Rewriting Our Operating Systems

Becoming Better at Being ourselves

In Iain M. Bank's novel, "The Algebraist", part of the lifecycle of an AI, or Artificial Intelligence, involves re-writing its own operating system.

It might be the very rough equivalent of passing out of the teens into adulthood, but instead of being marked by a transition in age it's an internal transition from not really understanding yourself to understanding what you are here for.

This milestone encompasses the idea that the machine has had enough experience, that it knows what it wants to do with itself and so writes its operating software to suit.

In this case, the machines are intelligent enough to change themselves.

Trying to Change Others (And so Avoiding the Need to Change Ourselves)

As for ourselves, we tend to try to change in others what we actually should be changing in ourselves.

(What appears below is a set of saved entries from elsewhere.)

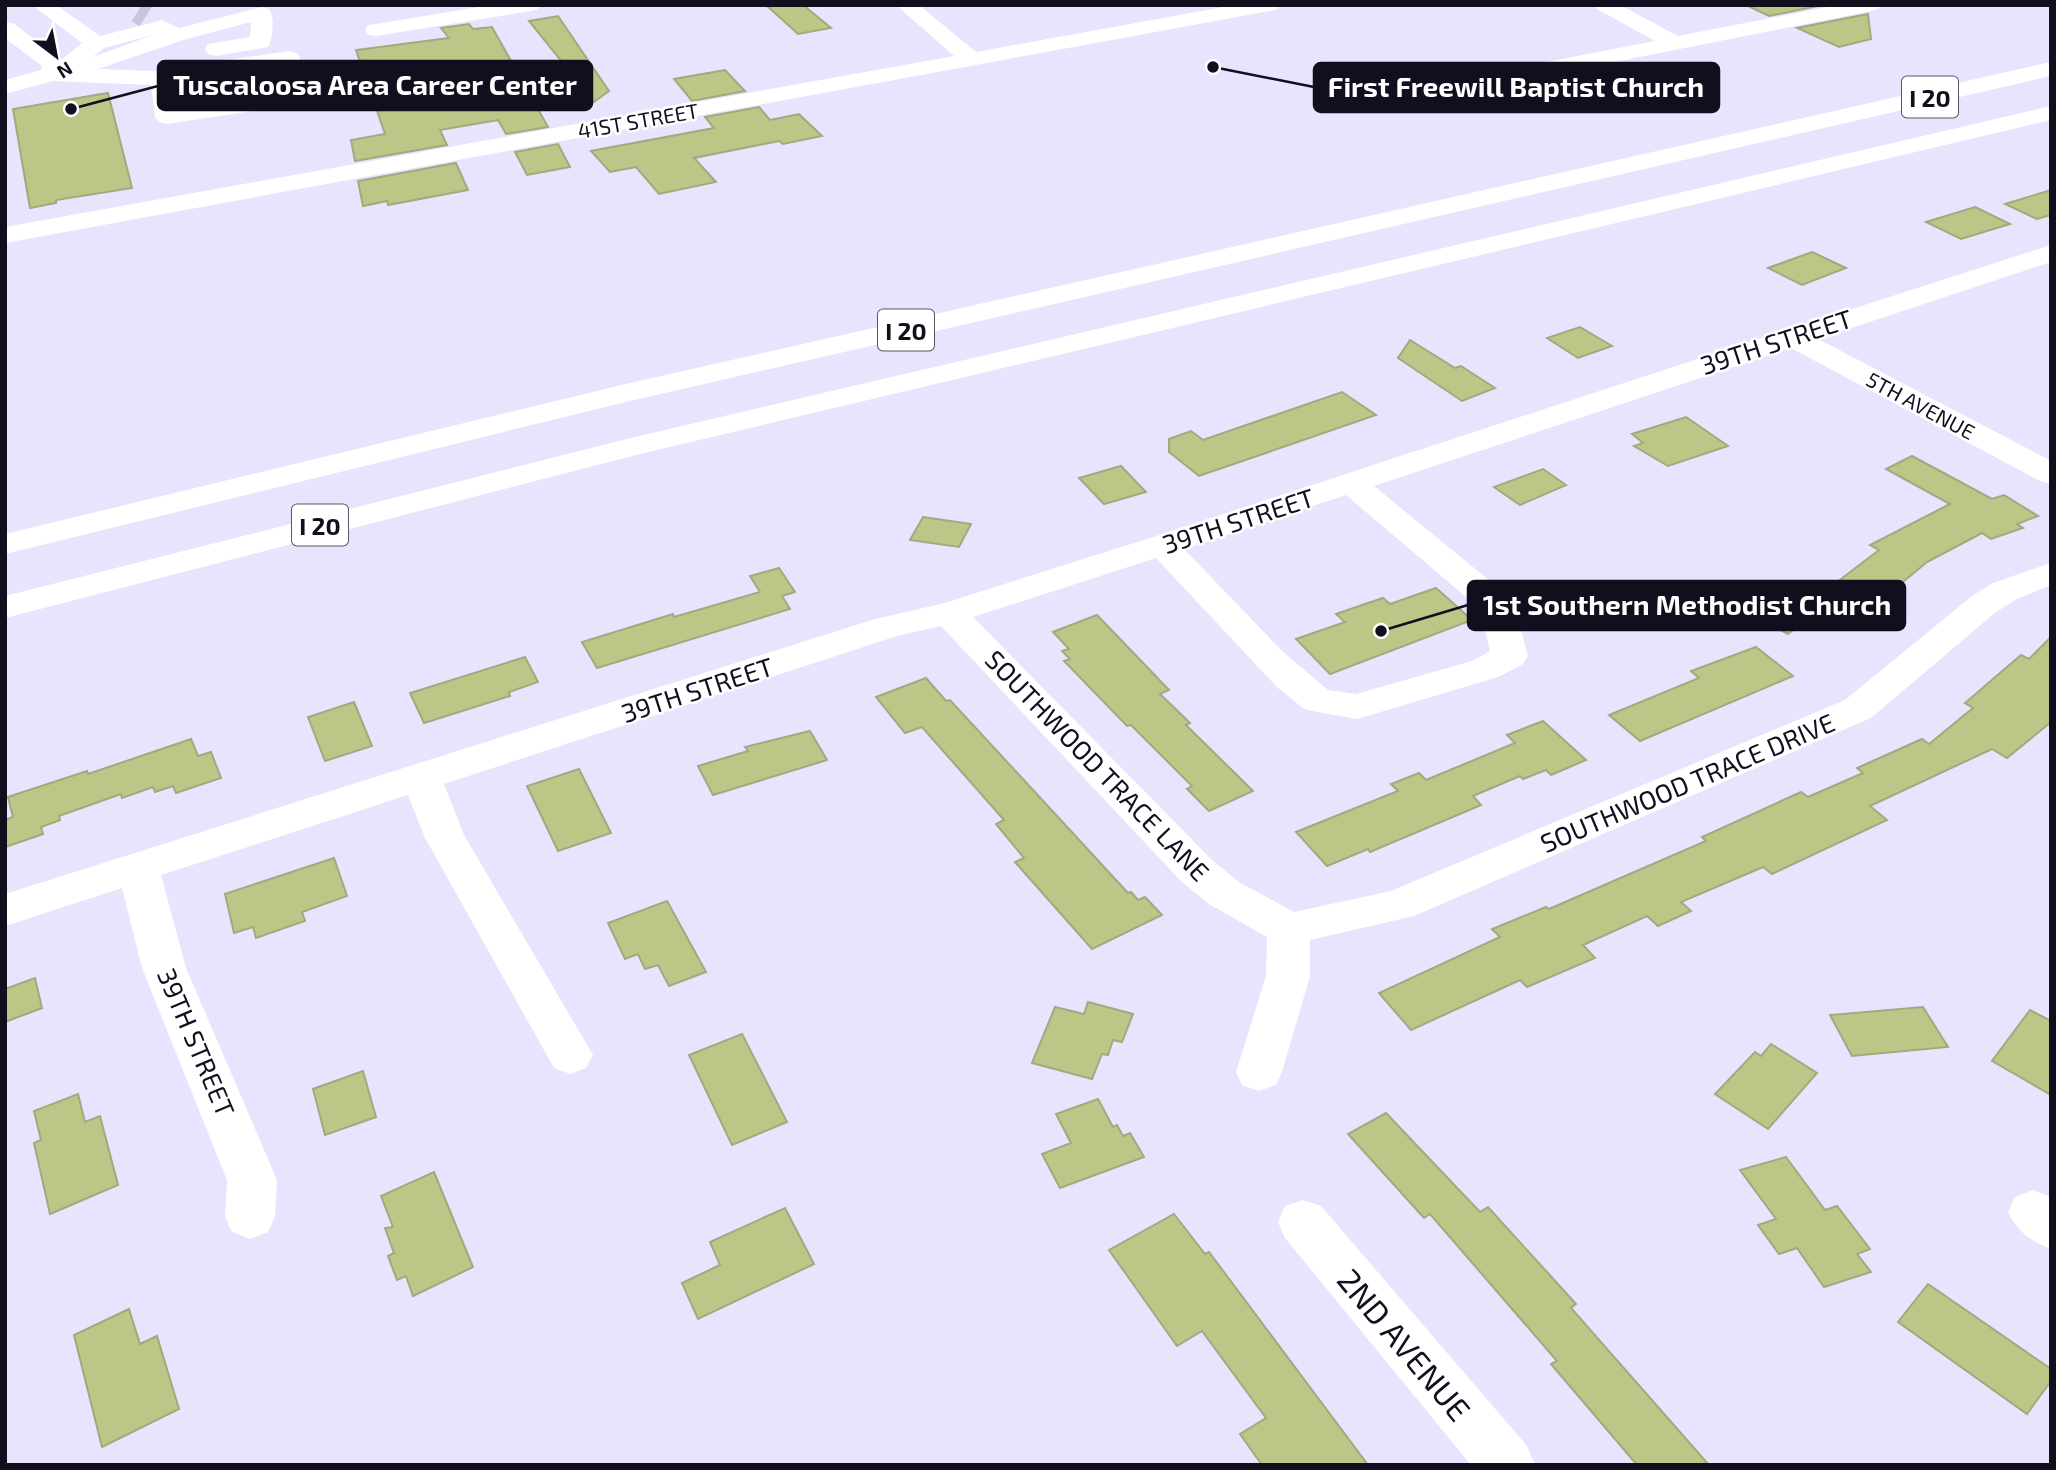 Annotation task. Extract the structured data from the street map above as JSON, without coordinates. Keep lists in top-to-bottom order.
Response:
{
  "streets": {
    "main road": [
      "I 20",
      "41ST STREET",
      "39TH STREET",
      "5TH AVENUE",
      "SOUTHWOOD TRACE LANE",
      "SOUTHWOOD TRACE DRIVE",
      "2ND AVENUE"
    ]
  },
  "crossings": [
    ["39TH STREET", "5TH AVENUE"],
    ["39TH STREET", "SOUTHWOOD TRACE LANE"],
    ["SOUTHWOOD TRACE LANE", "SOUTHWOOD TRACE DRIVE"]
  ],
  "places": ["First Freewill Baptist Church", "Tuscaloosa Area Career Center", "1st Southern Methodist Church"],
  "north": "bottom right"
}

It's something I noticed in myself when I first started teaching yoga. I'd be telling students to do something and I would have to ask myself, do I actually do this myself? In a lot of cases I wasn't and so I began to implement what I taught others into my own practice.

I helped to improve my own yoga practice as a result.

Noticing the Rough Spots

In other areas of life I find myself constantly, but not all the time, noticing and challenging my assumptions, ideas and habits. A lot of times, what drives these introspections are the cases where I don't flow or are forced out of it because I didn't notice or deal effectively with some environmental change.

So for example I could be driving, and someone would pull out suddenly in front of me. I'd get angry at that driver and be angry for a while after. But then I would realize it was my own lack of awareness which was at fault. I'd not been focused and had been caught unaware.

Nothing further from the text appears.